丁度、20代半ばに差し掛かる頃、水商売を辞めた。
余りにも色々な事がありすぎ、疲れてしまった。
切っ掛けは、身体を壊し、病気になって入院した事と、
ずっと世話になっていたマネージャーとチーママが結婚して、
お店を去った事だった。
何となく心に穴が開いてしまい、そろそろ潮時だと思った。
大学も順調に単位を取り続けていて、何も問題はなかったが、
心機一転しようと、思い切って引っ越した。
結局、それを機会に店を辞めた。
水商売を辞めた頃は、もう既に昼間は全く働いていなかった。
完全に夜型の生活になっていて、まずこれを変えるために
昼間の職場探しから始めた。
だが実際、職探しを始めると、現実は思ったよりも厳しかった。
履歴書に水商売をしていたと書くと、不採用になった。
逆に、その期間を無職にすると、経験が無いという事で
まったく採用されなかった。
何十という企業に応募し、面接を繰り返した。
ある企業の面接を受けた後、帰り際に面接官に笑いながら言われた。
「君の経歴は特殊過ぎる。
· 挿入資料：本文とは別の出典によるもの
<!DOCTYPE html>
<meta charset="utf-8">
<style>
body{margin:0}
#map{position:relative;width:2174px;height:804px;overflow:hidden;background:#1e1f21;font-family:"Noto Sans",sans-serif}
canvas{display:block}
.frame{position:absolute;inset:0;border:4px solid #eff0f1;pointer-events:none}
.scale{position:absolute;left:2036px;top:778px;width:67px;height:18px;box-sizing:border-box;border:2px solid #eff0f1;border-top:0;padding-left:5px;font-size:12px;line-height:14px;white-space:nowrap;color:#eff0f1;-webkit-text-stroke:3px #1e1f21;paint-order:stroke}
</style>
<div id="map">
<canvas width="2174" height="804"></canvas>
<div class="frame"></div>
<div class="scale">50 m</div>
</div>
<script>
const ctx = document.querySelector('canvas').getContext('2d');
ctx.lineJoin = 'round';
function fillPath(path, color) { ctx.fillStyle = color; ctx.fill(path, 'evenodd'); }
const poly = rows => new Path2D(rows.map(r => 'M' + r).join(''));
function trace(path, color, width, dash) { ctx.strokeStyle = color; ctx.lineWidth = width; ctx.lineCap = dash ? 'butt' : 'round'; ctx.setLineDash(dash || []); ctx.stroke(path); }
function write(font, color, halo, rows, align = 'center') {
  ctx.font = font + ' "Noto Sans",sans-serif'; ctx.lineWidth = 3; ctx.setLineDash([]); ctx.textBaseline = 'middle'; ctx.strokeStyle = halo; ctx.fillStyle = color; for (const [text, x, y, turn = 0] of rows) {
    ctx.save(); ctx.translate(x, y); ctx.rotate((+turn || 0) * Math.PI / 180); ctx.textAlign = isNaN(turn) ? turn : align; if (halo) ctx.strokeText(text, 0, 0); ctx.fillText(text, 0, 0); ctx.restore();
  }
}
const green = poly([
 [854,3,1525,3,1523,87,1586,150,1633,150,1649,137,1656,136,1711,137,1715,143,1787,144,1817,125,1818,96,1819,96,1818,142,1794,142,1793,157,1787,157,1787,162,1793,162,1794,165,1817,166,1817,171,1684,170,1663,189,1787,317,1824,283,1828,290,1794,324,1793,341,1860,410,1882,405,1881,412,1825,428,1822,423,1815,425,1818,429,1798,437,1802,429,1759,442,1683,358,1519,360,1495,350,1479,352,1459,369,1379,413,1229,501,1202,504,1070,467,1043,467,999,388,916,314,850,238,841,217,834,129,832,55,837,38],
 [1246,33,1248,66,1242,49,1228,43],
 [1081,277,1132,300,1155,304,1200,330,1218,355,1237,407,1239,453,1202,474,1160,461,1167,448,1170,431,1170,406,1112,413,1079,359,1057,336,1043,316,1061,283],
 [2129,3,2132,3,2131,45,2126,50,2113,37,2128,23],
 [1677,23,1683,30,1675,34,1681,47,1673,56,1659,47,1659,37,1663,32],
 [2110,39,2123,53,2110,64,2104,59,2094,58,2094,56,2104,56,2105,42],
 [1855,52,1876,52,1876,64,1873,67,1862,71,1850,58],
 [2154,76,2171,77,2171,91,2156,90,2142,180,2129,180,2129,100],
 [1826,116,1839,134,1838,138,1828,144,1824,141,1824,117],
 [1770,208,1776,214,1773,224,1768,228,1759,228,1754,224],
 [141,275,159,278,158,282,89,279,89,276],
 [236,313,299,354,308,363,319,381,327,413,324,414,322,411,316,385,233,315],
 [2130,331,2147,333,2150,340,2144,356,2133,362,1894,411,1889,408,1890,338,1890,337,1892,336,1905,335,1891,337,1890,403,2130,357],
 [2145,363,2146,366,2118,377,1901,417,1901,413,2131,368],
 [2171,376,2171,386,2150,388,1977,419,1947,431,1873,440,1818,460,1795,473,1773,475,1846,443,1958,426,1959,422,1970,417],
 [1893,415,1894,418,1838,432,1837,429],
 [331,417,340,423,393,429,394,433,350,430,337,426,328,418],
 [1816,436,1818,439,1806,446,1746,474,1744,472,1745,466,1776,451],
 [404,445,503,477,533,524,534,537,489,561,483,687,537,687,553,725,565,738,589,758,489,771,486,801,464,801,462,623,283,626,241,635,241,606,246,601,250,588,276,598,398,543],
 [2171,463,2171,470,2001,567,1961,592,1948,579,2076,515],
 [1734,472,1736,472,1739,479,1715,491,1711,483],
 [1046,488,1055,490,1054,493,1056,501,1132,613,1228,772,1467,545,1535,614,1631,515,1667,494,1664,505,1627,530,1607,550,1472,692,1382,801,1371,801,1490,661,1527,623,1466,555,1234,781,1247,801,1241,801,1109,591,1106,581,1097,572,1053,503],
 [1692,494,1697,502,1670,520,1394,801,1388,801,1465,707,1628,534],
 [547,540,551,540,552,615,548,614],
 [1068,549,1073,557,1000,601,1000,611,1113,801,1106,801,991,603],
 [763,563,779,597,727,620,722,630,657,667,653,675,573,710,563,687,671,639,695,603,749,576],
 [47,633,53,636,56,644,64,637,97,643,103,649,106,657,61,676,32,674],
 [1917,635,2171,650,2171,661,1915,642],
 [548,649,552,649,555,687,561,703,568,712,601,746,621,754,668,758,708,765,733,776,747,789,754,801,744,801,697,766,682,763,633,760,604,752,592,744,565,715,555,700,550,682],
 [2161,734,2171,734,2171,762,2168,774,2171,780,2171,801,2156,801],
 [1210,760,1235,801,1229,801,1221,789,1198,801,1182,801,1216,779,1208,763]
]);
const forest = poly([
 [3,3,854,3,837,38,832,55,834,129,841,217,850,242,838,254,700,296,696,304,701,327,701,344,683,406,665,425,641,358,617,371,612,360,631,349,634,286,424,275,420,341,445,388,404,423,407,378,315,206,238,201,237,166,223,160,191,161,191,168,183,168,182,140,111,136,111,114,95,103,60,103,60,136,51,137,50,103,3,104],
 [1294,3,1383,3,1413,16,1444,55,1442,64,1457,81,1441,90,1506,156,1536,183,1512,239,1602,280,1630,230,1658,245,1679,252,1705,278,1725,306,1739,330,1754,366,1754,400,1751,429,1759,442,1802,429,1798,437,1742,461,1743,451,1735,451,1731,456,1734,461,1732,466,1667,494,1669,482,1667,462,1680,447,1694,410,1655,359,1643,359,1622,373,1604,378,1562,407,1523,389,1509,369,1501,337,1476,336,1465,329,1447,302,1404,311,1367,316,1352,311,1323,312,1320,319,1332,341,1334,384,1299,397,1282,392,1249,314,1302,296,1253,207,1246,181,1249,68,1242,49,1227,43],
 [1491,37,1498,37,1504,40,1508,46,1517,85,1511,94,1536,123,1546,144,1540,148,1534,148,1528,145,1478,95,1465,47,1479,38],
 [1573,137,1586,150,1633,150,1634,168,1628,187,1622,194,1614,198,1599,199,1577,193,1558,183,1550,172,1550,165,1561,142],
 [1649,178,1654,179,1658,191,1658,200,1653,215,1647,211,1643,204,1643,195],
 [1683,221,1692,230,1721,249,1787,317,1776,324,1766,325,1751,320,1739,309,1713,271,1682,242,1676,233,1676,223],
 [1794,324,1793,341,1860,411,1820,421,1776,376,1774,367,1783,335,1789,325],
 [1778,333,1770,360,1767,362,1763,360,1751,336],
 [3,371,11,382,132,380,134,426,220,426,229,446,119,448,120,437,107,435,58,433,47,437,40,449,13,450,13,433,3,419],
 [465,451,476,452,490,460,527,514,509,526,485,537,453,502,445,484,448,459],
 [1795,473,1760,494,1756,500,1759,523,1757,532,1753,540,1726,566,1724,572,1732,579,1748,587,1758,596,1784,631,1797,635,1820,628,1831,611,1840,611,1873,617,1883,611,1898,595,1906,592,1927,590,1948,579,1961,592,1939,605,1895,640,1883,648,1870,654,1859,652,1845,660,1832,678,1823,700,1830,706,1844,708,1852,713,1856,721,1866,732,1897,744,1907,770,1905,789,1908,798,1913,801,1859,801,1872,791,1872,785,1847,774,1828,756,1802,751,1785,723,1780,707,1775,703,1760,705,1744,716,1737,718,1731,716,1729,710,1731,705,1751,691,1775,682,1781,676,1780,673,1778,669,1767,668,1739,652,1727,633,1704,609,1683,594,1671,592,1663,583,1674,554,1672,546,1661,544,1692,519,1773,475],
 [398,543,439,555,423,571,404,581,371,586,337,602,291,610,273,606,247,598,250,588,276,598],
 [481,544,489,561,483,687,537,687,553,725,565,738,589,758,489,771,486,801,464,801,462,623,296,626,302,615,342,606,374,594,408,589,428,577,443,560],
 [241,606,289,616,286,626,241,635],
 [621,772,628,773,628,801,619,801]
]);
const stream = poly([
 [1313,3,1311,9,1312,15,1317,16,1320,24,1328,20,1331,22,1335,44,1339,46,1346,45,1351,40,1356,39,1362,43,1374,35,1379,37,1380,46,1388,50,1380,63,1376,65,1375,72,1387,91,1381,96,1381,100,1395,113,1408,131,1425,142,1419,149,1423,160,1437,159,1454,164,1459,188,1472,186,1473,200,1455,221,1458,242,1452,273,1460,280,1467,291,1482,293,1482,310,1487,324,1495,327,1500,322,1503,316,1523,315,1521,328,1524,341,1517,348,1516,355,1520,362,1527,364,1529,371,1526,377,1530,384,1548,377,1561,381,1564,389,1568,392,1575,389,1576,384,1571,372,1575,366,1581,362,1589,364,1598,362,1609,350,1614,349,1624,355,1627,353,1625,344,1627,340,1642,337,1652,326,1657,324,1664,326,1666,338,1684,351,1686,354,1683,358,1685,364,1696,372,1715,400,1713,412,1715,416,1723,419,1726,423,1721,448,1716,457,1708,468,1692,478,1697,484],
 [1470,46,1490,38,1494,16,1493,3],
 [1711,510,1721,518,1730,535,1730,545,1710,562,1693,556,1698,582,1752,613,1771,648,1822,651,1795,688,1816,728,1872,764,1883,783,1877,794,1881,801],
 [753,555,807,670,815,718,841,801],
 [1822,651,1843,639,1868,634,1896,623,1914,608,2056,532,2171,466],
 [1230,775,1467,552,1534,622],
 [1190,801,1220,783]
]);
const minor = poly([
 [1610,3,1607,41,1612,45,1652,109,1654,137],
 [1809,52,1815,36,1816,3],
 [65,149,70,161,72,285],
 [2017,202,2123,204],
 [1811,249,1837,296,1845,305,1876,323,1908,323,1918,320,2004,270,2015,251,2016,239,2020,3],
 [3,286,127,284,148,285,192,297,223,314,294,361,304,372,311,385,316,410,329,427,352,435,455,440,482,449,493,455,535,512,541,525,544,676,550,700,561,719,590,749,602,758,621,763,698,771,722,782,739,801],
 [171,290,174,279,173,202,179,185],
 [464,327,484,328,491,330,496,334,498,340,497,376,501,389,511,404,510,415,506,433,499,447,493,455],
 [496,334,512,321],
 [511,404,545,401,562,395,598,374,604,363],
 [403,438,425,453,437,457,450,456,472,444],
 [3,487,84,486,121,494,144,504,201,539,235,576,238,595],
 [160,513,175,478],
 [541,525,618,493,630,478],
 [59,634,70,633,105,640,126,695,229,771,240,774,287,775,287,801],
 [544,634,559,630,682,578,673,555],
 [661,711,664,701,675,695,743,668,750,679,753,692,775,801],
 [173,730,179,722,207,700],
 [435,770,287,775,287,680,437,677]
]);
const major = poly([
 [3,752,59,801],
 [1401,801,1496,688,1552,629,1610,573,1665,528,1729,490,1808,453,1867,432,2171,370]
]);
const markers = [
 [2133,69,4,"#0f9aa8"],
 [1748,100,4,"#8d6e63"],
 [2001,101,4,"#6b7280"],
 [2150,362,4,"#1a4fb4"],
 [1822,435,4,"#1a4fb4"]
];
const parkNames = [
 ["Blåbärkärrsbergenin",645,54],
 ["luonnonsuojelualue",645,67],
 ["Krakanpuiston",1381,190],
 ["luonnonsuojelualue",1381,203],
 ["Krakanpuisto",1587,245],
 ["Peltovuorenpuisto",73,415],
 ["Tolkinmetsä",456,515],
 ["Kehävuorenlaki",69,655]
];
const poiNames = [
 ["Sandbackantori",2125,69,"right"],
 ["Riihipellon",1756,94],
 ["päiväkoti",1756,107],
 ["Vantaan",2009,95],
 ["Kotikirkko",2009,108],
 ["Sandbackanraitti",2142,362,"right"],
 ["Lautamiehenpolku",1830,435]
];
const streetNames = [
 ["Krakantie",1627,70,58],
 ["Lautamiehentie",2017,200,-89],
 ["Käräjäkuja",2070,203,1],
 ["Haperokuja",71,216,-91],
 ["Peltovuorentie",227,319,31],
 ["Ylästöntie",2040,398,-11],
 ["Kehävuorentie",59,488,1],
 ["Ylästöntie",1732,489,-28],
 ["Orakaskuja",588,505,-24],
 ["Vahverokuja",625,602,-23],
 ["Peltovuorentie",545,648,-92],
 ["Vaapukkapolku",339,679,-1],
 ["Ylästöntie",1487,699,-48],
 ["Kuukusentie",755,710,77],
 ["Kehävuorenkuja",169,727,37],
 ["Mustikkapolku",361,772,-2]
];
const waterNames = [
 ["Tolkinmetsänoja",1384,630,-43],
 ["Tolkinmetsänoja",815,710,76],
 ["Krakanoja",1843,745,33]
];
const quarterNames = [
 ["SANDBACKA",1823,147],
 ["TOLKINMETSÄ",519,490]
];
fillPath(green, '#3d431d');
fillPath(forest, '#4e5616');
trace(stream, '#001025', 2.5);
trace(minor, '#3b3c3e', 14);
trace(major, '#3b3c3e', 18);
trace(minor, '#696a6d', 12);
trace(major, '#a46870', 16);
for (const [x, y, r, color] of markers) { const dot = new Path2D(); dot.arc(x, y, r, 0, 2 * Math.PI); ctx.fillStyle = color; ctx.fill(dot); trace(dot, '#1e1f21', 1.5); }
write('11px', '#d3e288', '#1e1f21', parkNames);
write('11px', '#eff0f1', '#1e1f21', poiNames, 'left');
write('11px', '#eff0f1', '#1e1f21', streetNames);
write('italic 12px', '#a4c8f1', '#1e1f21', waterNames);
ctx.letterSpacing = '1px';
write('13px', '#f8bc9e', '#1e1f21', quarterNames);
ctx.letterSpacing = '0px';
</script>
」
「大人しく水商売の世界で自分で店でも経営した方がいいよ!」
「駄目だよ~?下手に昼間に働こうとしたら」
「もう普通の会社は君みたいな人間は相手にしないよ!」
そういわれて、本当にショックだった。
結局、その言葉通り何社応募しても、もう採用はされなかった。
すでに、自分の経歴では正社員として働くことは
出来なくなっていた。
残っていたのは、アルバイトか派遣社員のみだったが、
まだこの頃は、わずかな希望を持っていた。
大学を卒業さえすれば、きっと状況は変わるはずだと、
何の根拠も無くそう思っていた。
大学を卒業するまでと割り切ってアルバイトや派遣で働き出すと、
周囲と自分の考えや感覚が全然違っていることに気が付いた。
水商売をしている頃、ホステスが昼間の仕事に馴染めずに、
再び店に舞い戻ってくることが頻繁にあった。
まさか、その頃は自分がそうなるなんて考えも及ばなかったが、
実際に体験すると、昼間に働く人間とは全く馴染めなかった。
夜働く人間と、昼間に働く人間は、付き合う人間関係や、
人に対する接し方、お金の使い方、恋愛、何もかもが違った。
どう違うのかと言われても、それは些細な事だったが、
その少しの差が、とてつもない違いだった。
さらに、水商売をしていた頃のように、他人と接しても、
全然上手くいかなく、逆に評判が悪くなる始末だった。
当たり前の話だ、価値観が違うのだから。
だが、当時はそんなことも判らなかった。
それまでは、人づきあいもそれなりに出来ていたし、
ホステスのあしらいも上手かった。
人間関係が苦手だったからこそ、それを克服できたと
変な自信を持っていたが、それが全く通用しないとなったら、
本当に落ち込んだ。
自信が出来た分、それが駄目になったことで、
今度は本当に、人づきあいが恐怖を覚える程、苦手になった。
当然、夜の世界に舞い戻りたくなったが、
妙なプライドがそれを許さなかった。
その頃は、少しでも仕事や人間関係が上手くいかなくなると、
すぐに転職したり、引っ越しを繰り返した。
その度に、知り合いはどんどん減っていった。
その内に、今度は水商売で知り合った経営者や
企業の管理職をしていた客に、片っ端から電話をし、
就職の斡旋を依頼した。
こちらの事情や、人とナリを知っている人間なら、
何とかなるんじゃないかと、甘い希望を抱いていた。
最初は、みんな親身になって聞いてくれた。
だが、実際に行動に移してくれる人は皆無だった。
その内、体よく断られたり、連絡自体が付かなくなってしまい、
誰も周りには残らなかった。
誰も周囲に信頼できる人間がいなくなり、
何もかも自信を無くしてドンドンと卑屈になっていった。
そして、精神的な頼みの綱であった大学も、卒業を前にして
大事件が起こり、同時に仕事も失う状況に陥ってしまった。
この状況に完全に心が折れてしまい、立ち直れない程の
精神的ダメージで、遂に引きこもりになってしまった。
ちょうど、30歳を超えた頃だった。